By: Steve Wilmot
If you discovered the cure for cancer, you wouldn’t keep it a secret. You’d share it with everyone you know.
Those of us who know Jesus have discovered the cure to loneliness, addiction, hopelessness, boredom, broken relationships, and even death.
What we have is much better than a cure for cancer. One day, cancer may be cured, but everyone will still die eventually. The cure we possess is one that brings life now and for eternity.
The cure is Jesus! So why do we keep it to ourselves? Why do so many of those without Jesus ignore or reject the cure — Jesus!
I believe it’s because we don’t know what’s at stake. We live in a world that has the misguided idea that God will send everyone to heaven. So why seek a cure no one needs?
You hear it all the time at funerals. The pastor states or implies that everyone goes to heaven after they die. Even the old codger who was mean to everyone and killed his mom. He died without forgiveness from God, but he’s in heaven.
You hear it from well-meaning people trying to offer comfort to the family of someone who’s died –— “Well at least he’s in a better place.”
There’s no pressing reason to tell anyone about Jesus if that’s true. It’s ok to live your life without Jesus — if it’s true that everyone goes to heaven when they die.
Spoiler Alert: It’s not true. It’s not what Jesus taught. Did you know that Jesus talked about hell more than he talked about heaven? Read this story he told about hell.
“There was a rich man who was dressed in purple and fine linen and lived in luxury every day. At his gate was laid a beggar named Lazarus, covered with sores and longing to eat what fell from the rich man’s table. Even the dogs came and licked his sores.”
“The time came when the beggar died, and the angels carried him to Abraham’s side. The rich man also died and was buried. In Hades, where he was in torment, he looked up and saw Abraham far away, with Lazarus by his side. So, he called to him, ‘Father Abraham, have pity on me and send Lazarus to dip the tip of his finger in water and cool my tongue, because I am in agony in this fire.’
“But Abraham replied, ‘Son, remember that in your lifetime you received your good things, while Lazarus received bad things, but now he is comforted here, and you are in agony. And besides all this, between us and you a great chasm has been set in place, so that those who want to go from here to you cannot, nor can anyone cross over from there to us.’
“He answered, ‘Then I beg you, father, send Lazarus to my family, for I have five brothers. Let him warn them, so that they will not also come to this place of torment’” (Luke 16:19-28).
What does Jesus say about hell in this story?
1)It is an awful place.
Jesus described it several times as a place of agony and torment. Elsewhere he calls it as a place of eternal fire, and a “place of weeping and gnashing of teeth.”
Maybe the worst part of hell is that those who end up there will remember all the times they had an opportunity to turn to Jesus — maybe even intended to…someday — but didn’t. Now it’s too late. The realization they didn’t have to be there may be the worst agony of all.
(2) There is no second chance
Every person’s fate — heaven or hell — is sealed the moment they die. We aren’t given the option of experiencing torment in hell, and then deciding we were wrong when we rejected Jesus and want to give our lives to him now. Now is the time to choose Jesus.
(3) Jesus spoke about hell because he doesn’t want anyone to go there.
One argument often voiced against hell is that “a loving God would not send anyone to hell.” Agreed. God doesn’t send anyone to hell. But people still go there.
Here’s how John Eldredge explains it: “Hell is not God’s intention for mankind. But remember — he gave us free will.

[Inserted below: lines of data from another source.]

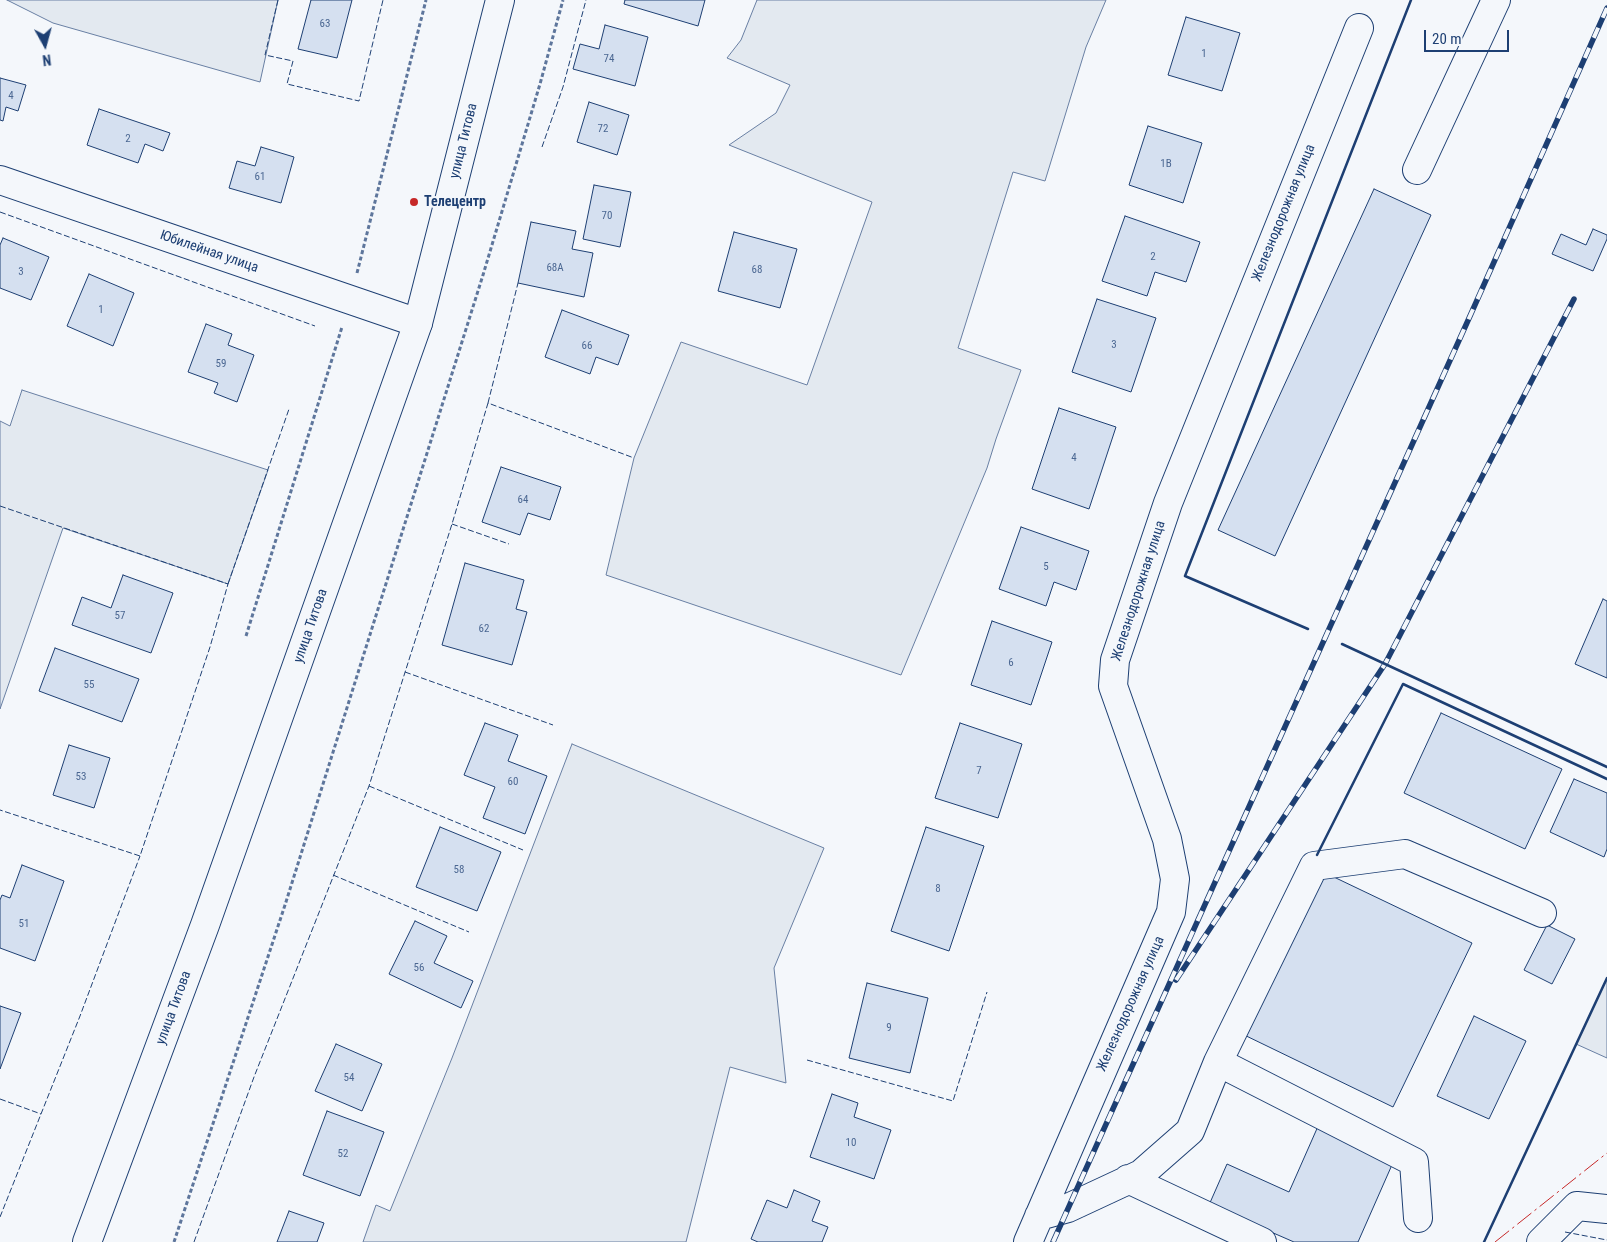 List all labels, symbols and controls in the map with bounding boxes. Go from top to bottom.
house number: 63 [320,17,330,31]
north arrow [20,20,70,70]
scale bar [1427,20,1512,52]
text: 20 m [1432,30,1462,48]
house number: 1 [1201,47,1207,61]
text: N [42,51,52,68]
house number: 74 [604,52,614,66]
house number: 4 [8,89,14,103]
street label: улица Титова [447,102,481,180]
house number: 72 [598,122,608,136]
house number: 2 [125,132,131,146]
street label: Железнодорожная улица [1249,142,1319,284]
house number: 1В [1160,157,1172,171]
house number: 61 [255,170,265,184]
place label: Телецентр [424,194,486,210]
marker: Телецентр [408,196,420,208]
house number: 70 [602,209,612,223]
street label: Юбилейная улица [158,227,260,277]
house number: 2 [1150,250,1156,264]
house number: 68А [546,261,564,275]
house number: 68 [752,263,762,277]
house number: 3 [18,265,24,279]
house number: 1 [98,303,104,317]
house number: 3 [1111,338,1117,352]
house number: 66 [582,339,592,353]
house number: 59 [216,357,226,371]
house number: 4 [1071,451,1077,465]
house number: 64 [518,493,528,507]
street label: Железнодорожная улица [1108,519,1170,663]
house number: 5 [1043,560,1049,574]
street label: улица Титова [290,587,332,665]
house number: 57 [115,609,125,623]
house number: 62 [479,622,489,636]
house number: 6 [1008,656,1014,670]
house number: 55 [84,678,94,692]
house number: 7 [976,764,982,778]
house number: 53 [76,770,86,784]
house number: 60 [508,775,518,789]
house number: 58 [454,863,464,877]
house number: 8 [935,882,941,896]
house number: 51 [19,917,29,931]
street label: Железнодорожная улица [1094,934,1168,1074]
house number: 56 [414,961,424,975]
street label: улица Титова [153,969,195,1047]
house number: 9 [886,1021,892,1035]
house number: 54 [344,1071,354,1085]
house number: 10 [846,1136,856,1150]
house number: 52 [338,1147,348,1161] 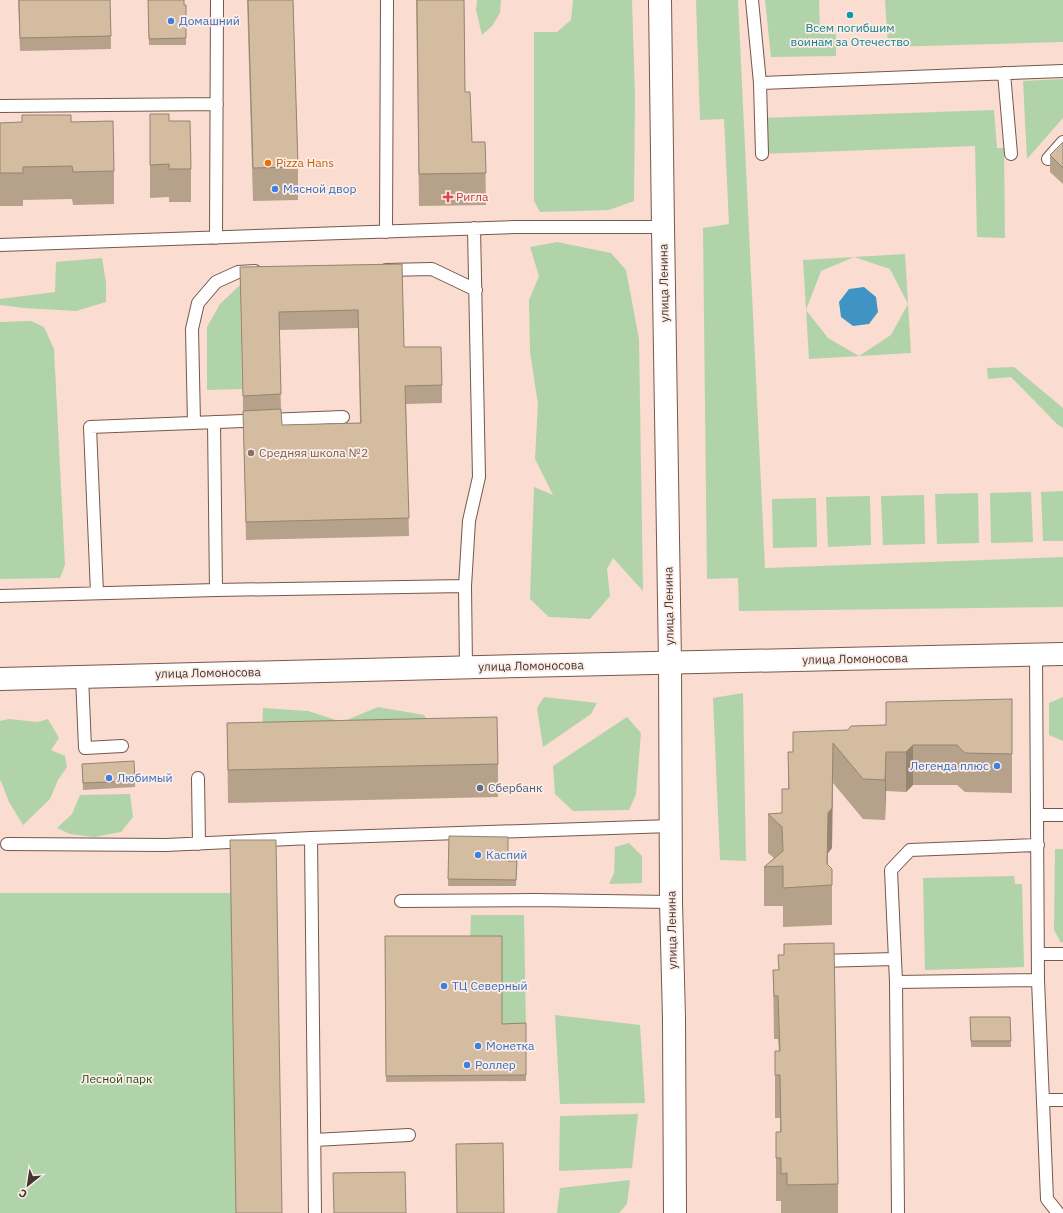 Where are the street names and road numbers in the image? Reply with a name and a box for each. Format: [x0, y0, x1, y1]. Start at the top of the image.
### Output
street label: улица Ленина [655, 243, 672, 322]
street label: улица Ленина [660, 566, 677, 645]
street label: улица Ломоносова [802, 650, 908, 667]
street label: улица Ломоносова [478, 657, 584, 674]
street label: улица Ломоносова [155, 664, 261, 681]
street label: улица Ленина [663, 890, 680, 969] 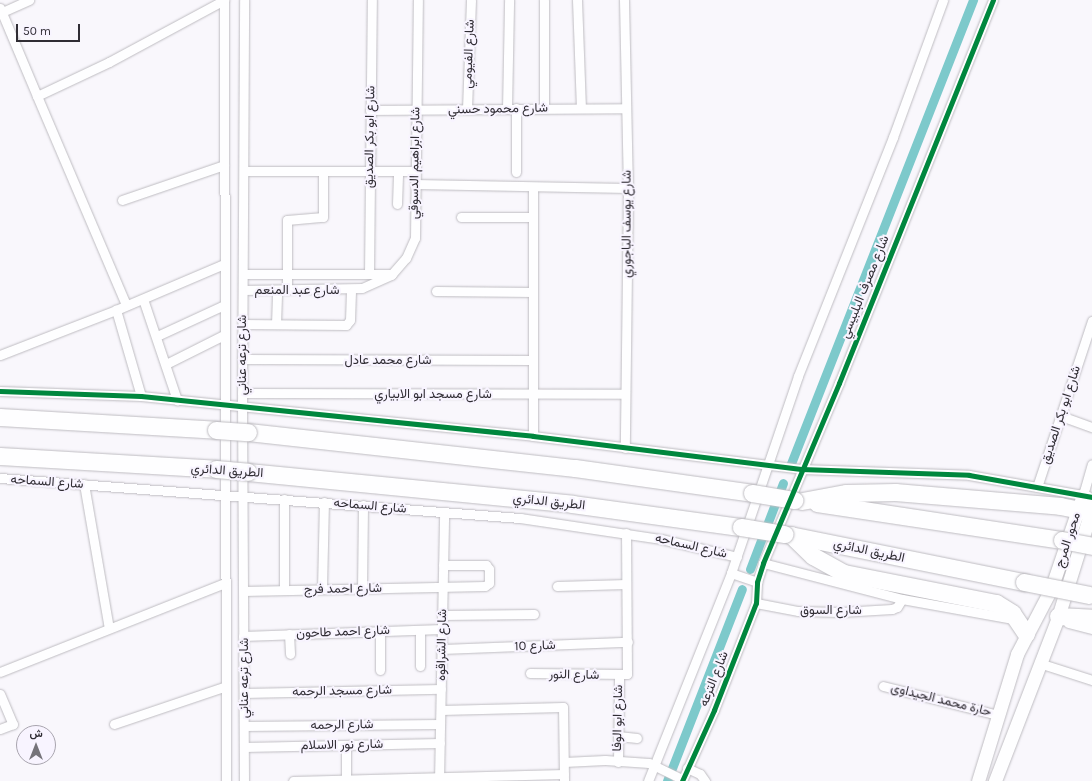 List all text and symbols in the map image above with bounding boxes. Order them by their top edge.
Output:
scale bar [18,16,82,42]
street label: شارع الفيومي [460,19,478,89]
text: 50 m [23,24,51,38]
street label: شارع ابو بكر الصديق [361,86,379,188]
street label: شارع محمود حسني [448,100,548,118]
street label: شارع ابراهيم الدسوقي [406,107,424,219]
street label: شارع يوسف الباجوري [619,170,635,278]
street label: شارع مصرف البلبيسي [837,233,893,341]
street label: شارع عبد المنعم [255,282,339,298]
street label: شارع ترعه عناني [234,315,250,395]
street label: شارع محمد عادل [344,352,432,368]
street label: شارع ابو بكر الصديق [1038,364,1084,466]
street label: شارع مسجد ابو الابياري [374,386,492,402]
street label: الطريق الدائري [190,461,264,481]
street label: شارع السماحه [10,472,84,492]
street label: الطريق الدائري [512,490,586,514]
street label: شارع السماحه [333,495,407,517]
street label: محور المرج [1052,510,1084,570]
street label: شارع السماحه [654,530,728,562]
street label: الطريق الدائري [832,536,906,566]
street label: شارع احمد فرج [304,581,382,597]
street label: شارع السوق [800,602,862,618]
street label: شارع الشراقوه [434,609,450,681]
street label: شارع احمد طاحون [296,623,390,641]
street label: شارع 10 [514,637,556,655]
street label: شارع ترعه عناني [236,638,252,718]
street label: شارع الترعه [696,649,732,709]
street label: شارع النور [549,667,599,683]
street label: حارة محمد الجيداوى [889,680,993,720]
street label: شارع مسجد الرحمه [292,682,392,700]
street label: شارع ابو الوفا [610,684,626,752]
street label: شارع الرحمه [310,717,374,733]
north arrow [16,725,56,765]
text: ش [29,727,43,740]
street label: شارع نور الاسلام [301,736,383,754] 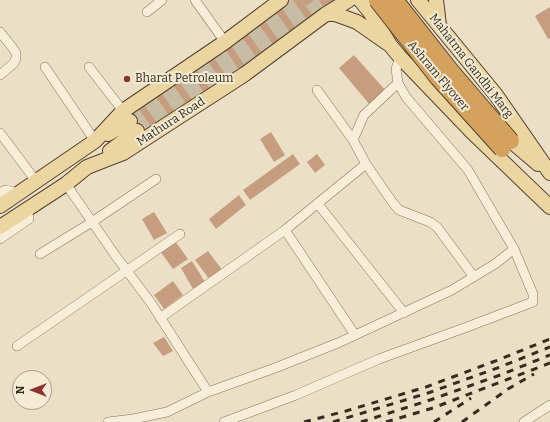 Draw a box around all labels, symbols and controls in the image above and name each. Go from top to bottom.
street label: Mahatma Gandhi Marg [426,11,516,121]
street label: Ashram Flyover [404,38,472,114]
place label: Bharat Petroleum [135,72,234,86]
marker: Bharat Petroleum [122,74,132,84]
street label: Mathura Road [134,95,208,149]
north arrow [12,370,52,410]
text: N [14,386,27,394] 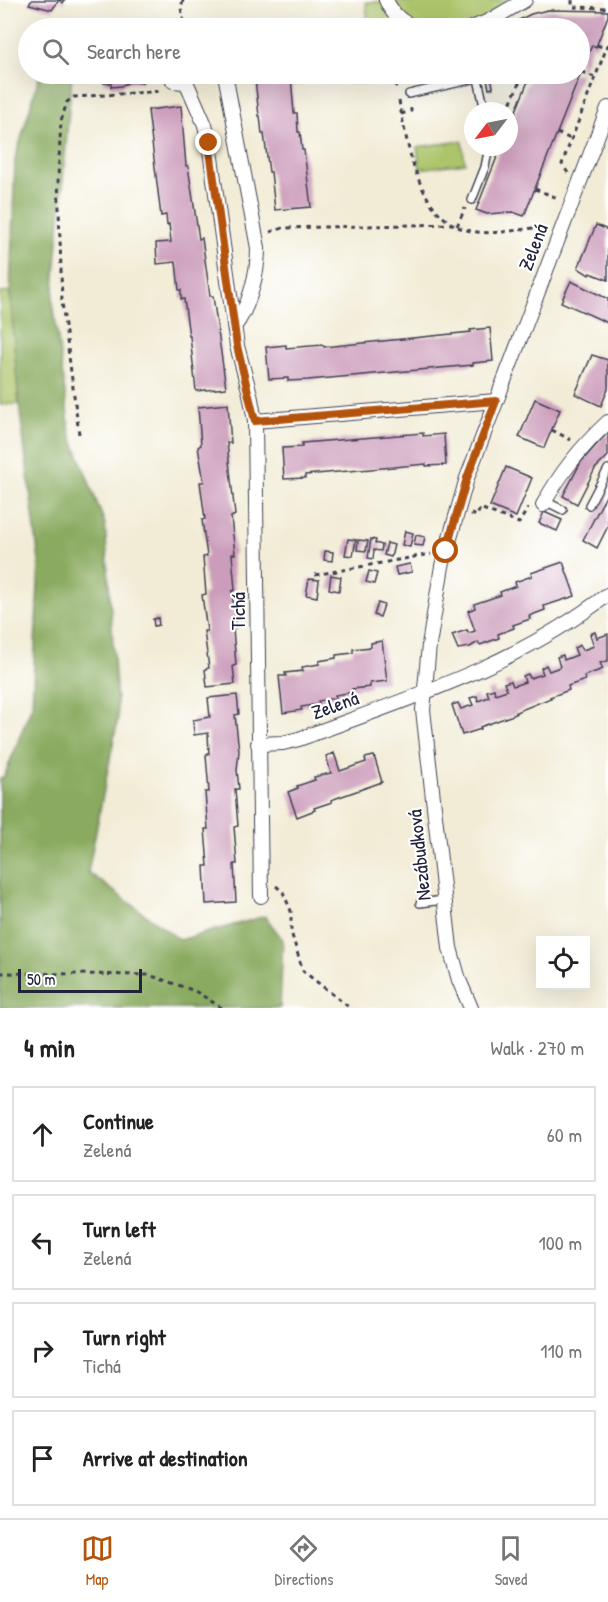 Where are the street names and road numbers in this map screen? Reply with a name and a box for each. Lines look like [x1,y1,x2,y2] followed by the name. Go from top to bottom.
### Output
[511,219,554,274] street label: Zelená
[224,592,251,630] street label: Tichá
[308,684,362,725] street label: Zelená
[400,808,437,902] street label: Nezábudková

He gave us a choice… In breaking the one command he gave us [in the Garden of Eden], we set in motion a life of breaking his commands.
The final act of self-centeredness is seen in those who refuse to come to the wedding banquet of God (Matthew 22:2-3). They do not want God.
They reject his offer of forgiveness and reconciliation through Jesus. What is God to do? The universe has only two options. If they insist, God will grant them what they have wanted — to be left to themselves.”
Hell is real. So is heaven. So is the reality of an empty, pointless life now. So is the offer of an abundant life now. That’s what is at stake: abundance or emptiness, heaven, or hell.
We who have chosen Jesus and seen him turn our lives around for the better dare not be silent and let our family, friends, and neighbors miss out on heaven.
You who have no interest in Jesus dare not fail to turn your life over to him. Why? Because not everyone goes to heaven. Only those who come to Jesus do.